A groove is the channel on a vinyl record where the needle goes. The needle may occasionally jump the groove when the record is scratched or dirty. Jumping the groove disrupts the flow of music and is usually experienced as jarring. The idiom “to be in the groove” means to be immersed in a particular task and thus working smoothly and efficiently.  To jump the groove in this sense is also disruptive, but this time the jump is an act of will (or an output of inputs that calls itself will). - Jumping the Groove, Part I: From Dopamine to Self-Efficacy

…dopaminergic prediction errors operate over belief state representations, [which] arise when an agent has uncertainty about the hidden state of the world.  - Gershman, S. J. (2017)
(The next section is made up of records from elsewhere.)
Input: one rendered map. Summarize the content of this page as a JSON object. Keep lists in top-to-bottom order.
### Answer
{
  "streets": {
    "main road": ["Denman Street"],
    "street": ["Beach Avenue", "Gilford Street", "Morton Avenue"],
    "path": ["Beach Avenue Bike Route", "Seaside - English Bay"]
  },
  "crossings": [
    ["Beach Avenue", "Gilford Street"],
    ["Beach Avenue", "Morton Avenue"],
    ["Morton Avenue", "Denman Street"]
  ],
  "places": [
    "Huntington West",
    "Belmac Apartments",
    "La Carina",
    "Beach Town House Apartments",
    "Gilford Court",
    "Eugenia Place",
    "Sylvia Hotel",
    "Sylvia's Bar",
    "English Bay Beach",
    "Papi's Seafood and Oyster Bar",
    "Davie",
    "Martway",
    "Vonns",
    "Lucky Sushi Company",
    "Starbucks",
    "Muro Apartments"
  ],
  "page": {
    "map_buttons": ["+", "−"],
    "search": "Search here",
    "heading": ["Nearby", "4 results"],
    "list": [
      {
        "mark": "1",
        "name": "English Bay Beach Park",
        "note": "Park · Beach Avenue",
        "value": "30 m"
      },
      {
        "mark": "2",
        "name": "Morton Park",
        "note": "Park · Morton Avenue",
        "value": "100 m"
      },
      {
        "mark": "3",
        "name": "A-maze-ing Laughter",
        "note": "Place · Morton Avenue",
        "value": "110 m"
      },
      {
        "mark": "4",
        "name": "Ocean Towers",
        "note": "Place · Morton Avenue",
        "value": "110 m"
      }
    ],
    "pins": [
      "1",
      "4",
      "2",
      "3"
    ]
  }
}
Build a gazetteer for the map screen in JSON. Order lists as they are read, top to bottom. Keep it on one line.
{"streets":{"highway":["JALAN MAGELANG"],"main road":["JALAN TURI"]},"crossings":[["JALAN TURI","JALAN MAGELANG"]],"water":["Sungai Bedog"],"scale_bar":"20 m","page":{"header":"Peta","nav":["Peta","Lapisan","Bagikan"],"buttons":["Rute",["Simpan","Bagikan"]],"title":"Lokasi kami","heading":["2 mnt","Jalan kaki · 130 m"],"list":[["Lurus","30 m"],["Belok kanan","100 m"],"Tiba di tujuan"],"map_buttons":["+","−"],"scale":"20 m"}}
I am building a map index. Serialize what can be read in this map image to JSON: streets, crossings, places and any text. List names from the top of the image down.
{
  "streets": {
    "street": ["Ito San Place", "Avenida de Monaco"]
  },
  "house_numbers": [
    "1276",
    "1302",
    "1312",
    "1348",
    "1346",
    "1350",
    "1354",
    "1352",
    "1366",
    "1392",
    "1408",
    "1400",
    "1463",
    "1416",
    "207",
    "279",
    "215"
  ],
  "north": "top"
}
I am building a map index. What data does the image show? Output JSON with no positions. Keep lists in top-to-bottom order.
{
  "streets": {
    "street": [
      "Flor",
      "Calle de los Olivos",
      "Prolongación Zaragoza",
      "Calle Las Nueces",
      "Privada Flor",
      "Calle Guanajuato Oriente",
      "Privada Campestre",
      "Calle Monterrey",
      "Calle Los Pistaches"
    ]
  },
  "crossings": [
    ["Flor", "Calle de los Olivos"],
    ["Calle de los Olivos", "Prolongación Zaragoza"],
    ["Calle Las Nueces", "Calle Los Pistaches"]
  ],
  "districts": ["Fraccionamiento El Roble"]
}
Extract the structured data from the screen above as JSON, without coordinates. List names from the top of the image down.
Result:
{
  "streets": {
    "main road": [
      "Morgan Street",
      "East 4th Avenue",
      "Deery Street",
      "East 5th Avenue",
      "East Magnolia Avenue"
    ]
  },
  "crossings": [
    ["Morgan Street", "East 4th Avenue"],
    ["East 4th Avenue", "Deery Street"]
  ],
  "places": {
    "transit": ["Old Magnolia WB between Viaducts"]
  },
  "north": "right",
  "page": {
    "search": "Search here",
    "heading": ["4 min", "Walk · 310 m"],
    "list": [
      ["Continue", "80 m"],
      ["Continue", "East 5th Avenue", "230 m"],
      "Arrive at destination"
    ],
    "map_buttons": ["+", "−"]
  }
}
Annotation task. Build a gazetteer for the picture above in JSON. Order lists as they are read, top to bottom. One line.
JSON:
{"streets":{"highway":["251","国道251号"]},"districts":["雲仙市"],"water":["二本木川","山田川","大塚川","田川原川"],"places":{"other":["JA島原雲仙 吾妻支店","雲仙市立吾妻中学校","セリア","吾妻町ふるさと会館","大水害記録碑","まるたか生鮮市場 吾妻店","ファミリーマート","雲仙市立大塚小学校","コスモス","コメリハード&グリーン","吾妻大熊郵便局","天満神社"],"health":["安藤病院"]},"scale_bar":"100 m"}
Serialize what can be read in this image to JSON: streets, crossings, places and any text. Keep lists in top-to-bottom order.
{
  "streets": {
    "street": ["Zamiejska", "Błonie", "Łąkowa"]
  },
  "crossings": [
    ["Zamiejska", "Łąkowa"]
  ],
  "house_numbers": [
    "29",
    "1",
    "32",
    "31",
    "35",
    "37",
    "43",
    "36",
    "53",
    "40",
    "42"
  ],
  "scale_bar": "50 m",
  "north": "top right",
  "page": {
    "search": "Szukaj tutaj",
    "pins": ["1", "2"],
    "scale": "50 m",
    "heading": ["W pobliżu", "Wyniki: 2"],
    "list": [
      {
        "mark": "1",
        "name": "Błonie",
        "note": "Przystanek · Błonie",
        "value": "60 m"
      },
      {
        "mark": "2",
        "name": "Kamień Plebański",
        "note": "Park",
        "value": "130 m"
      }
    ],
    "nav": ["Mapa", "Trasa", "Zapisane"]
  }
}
…exploration is hypothesized to have a dopaminergic basis...Intrinsically, the decision to explore represents a belief that neglecting more certain rewards now will produce new knowledge that may lead to greater gains later...Subjects [with greater confidence in their ability to capitalize upon later rewards, who believe their choices can determine future events] show a greater tendency to explore. - Kayser, A. S., J. M. Mitchell, et al. (2014)

Mmmm....to exploit a certain reward now or hold out for an uncertain but possibly greater reward later?  If you lack confidence in your ability to achieve the later reward, you go for the immediate reward.  When you're entertaining your options, you're entertaining beliefs about what is desirable, what is possible, what is within your power, and how the world works.

Beliefs serve decision-making under conditions of uncertainty. Without uncertainty, we just act. I don't "believe" the ground will stop my foot when I walk. Or that the door will open when I turn the handle. Or that air will rush in when I inhale. That's just the neural prediction and reward-seeking machinery running smoothly. It's when the machinery gets stuck that the brain shifts into belief mode to help break the logjam.

So when you hear someone say they "believe" in whatever, you know a part of them doesn't.

References:

Gershman, S. J. (2017). "Dopamine, Inference, and Uncertainty." Neural Computation doi: 10.1162/neco_a_01023

Kayser, A. S., J. M. Mitchell, et al. (2014). "Dopamine, Locus of Control, and the Exploration-Exploitation Tradeoff." Neuropsychopharmacology 40: 454-62.